KEENE: Yes. Stephen Roach with us with Yale University and, of course, decades in China. The new book is “Unbalanced”. Coming up on this jobs day, we’ll look at Stephen Roach’s false dawn, the idea of most of America in consumption, not the fancy people on the island of Manhattan, but across America, the challenge of the American consumer.
KEENE: Stephen Roach with us. Very quickly, Dr. Roach, you look at this debate of is it Janet Yellen or Ben Bernanke’s fault or is it irresponsible emerging markets getting themselves once again into a tenuous position? Which is it?
ROACH: Shared responsibility, Tom. The Fed kept –
KEENE: A punch bowl going -.
ROACH: – at the feeding trough. They did not do the structural adjustments. They ran big current account deficits, at least in most of them, except China. And now they’re paying a price for that.
KEENE: Can the IMF be the adult in the room?
ROACH: No. They’ve failed at that now for a long, long time. They have no enforcement mechanism. They do this sort of multi-lateral surveillance and early warning signs -.
ROACH: – but what do they actually do to change behavior? Without any enforcement mechanism, nothing.
KEENE: This talks about the lack of animal spirits in America, diminished real growth, diminished inflation, lower nominal GDP, where corporate officers say, I’m not going forward with that acquisition or investment, so I’m gonna buy back shares.

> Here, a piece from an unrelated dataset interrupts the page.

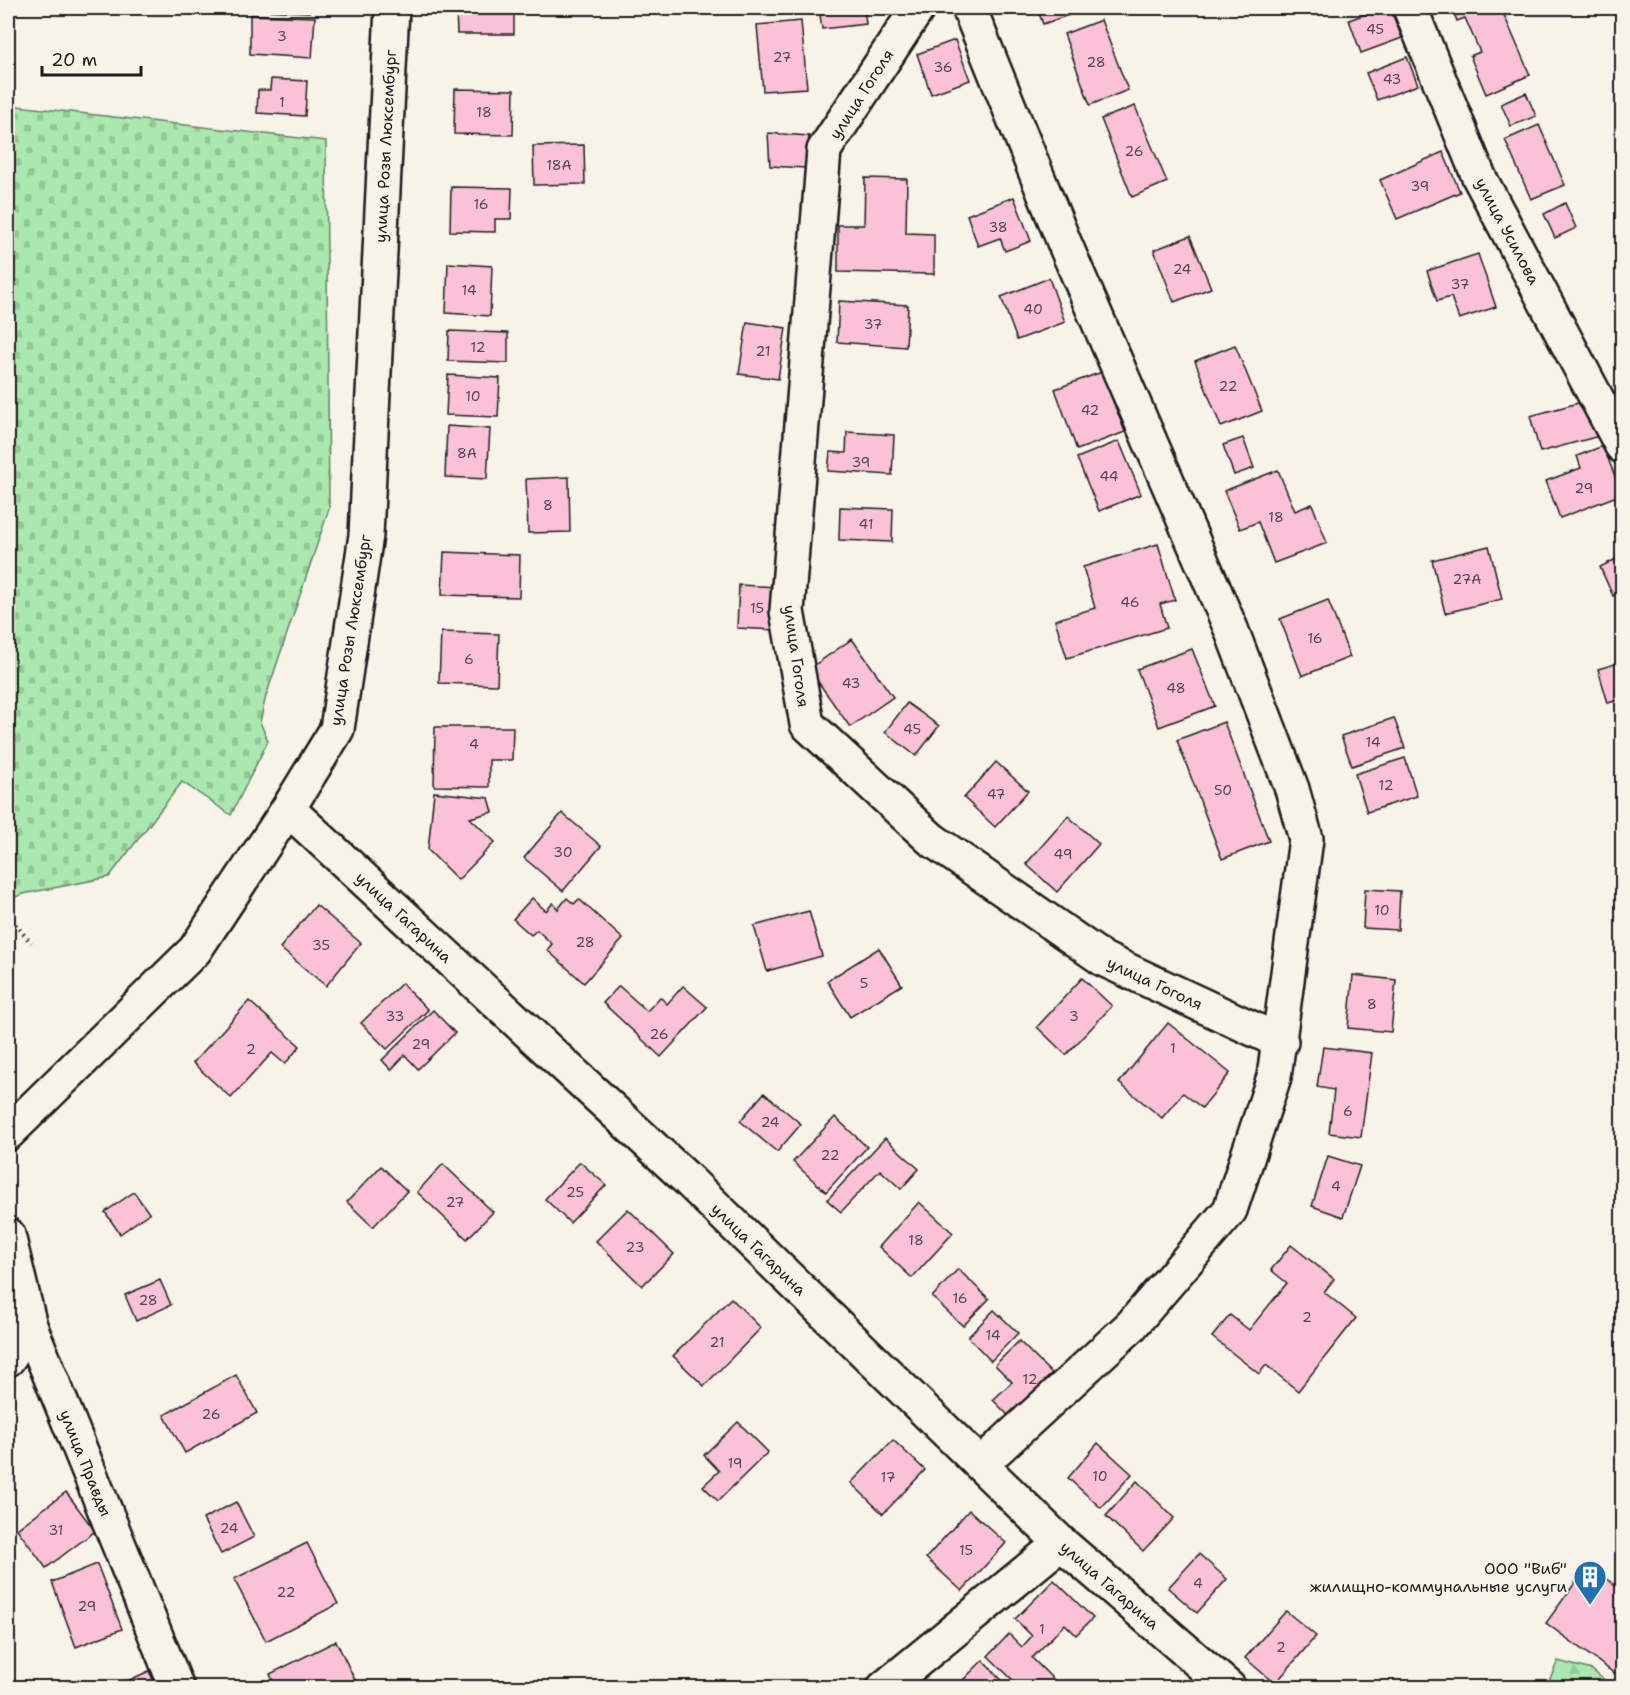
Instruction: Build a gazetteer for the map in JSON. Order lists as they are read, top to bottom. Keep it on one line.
{"streets":{"street":["улица Гоголя","улица Розы Люксембург","улица Усилова","улица Гагарина","улица Правды"]},"crossings":[["улица Розы Люксембург","улица Гагарина"]],"places":{"building":["ООО \"Виб\" жилищно-коммунальные услуги"]},"house_numbers":["45","3","27","28","36","43","1","18","26","18А","39","16","38","24","37","14","40","37","12","21","22","10","42","8А","39","44","29","8","18","41","27А","46","15","16","6","43","48","45","14","4","12","50","47","30","49","10","28","35","5","8","33","3","26","29","1","2","6","24","22","4","25","27","18","23","16","28","2","14","21","12","26","19","10","17","24","31","15","4","22","29","1","2"],"scale_bar":"20 m"}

ROACH: Look, Tom, Apple Inc. (NASDAQ:AAPL)’s a fantastic company. They have invented new products in new markets. I’d much rather see them put their cash to work in pushing the envelope in innovation.
KEENE: Where? Where would you like to see them?
ROACH: I’m not the innovator. It could be Apple TV.
KEENE: But, did they build a factory in Malaysia, and not create American jobs?
ROACH: You’re getting very political here. I want them to innovate. I leave the decision on where to source the output up to the managers of the company. But I want them to innovate new products that make our lives better, more productive, and easier to manage. That’s what they’re good at.
ALESCI: This morning, there were a lot of comparisons being made between Apple and Google, because Google is using its’ cash to make these innovative acquisitions. When you look at Nest, it is all about the connected home.
KEENE: But away from Apple Inc. (NASDAQ:AAPL), the serious point here, as we go forward 12 months, Paul Sweeney, this isn’t about Apple. Every company, not getting the press of Tim Cook, is choosing to buy back shares. Does that take away the innovation and investment in jobs Dr. Roach is talking about?
PAUL SWEENEY: I think it very well might be. I think it’s really dependent upon the industry and where that industry is in its growth curve. I think the technology industry, which presumably should have a lot of areas to invest its capital, to drive growth, so when they don’t have those areas, it just kind of shows in the marketplace that maybe they are becoming less of a growth story and maybe more of an income story and that’s a message they typically don’t want to send to the marketplace.
SCARLETT FU: The added wrinkle to all this is that equity markets have gone up a lot. They’ve run up a lot in 2013. So, it’s expensive to make acquisitions with stock. It’s also expensive, to Cristina’s point, to buy back shares too. I mean, this is not this is not the best use of cash either for acquisitions or for buybacks at this point.
ROACH: We’ll never know. But I guarantee Steve Jobs would never buy back shares. He’d put it in the next product.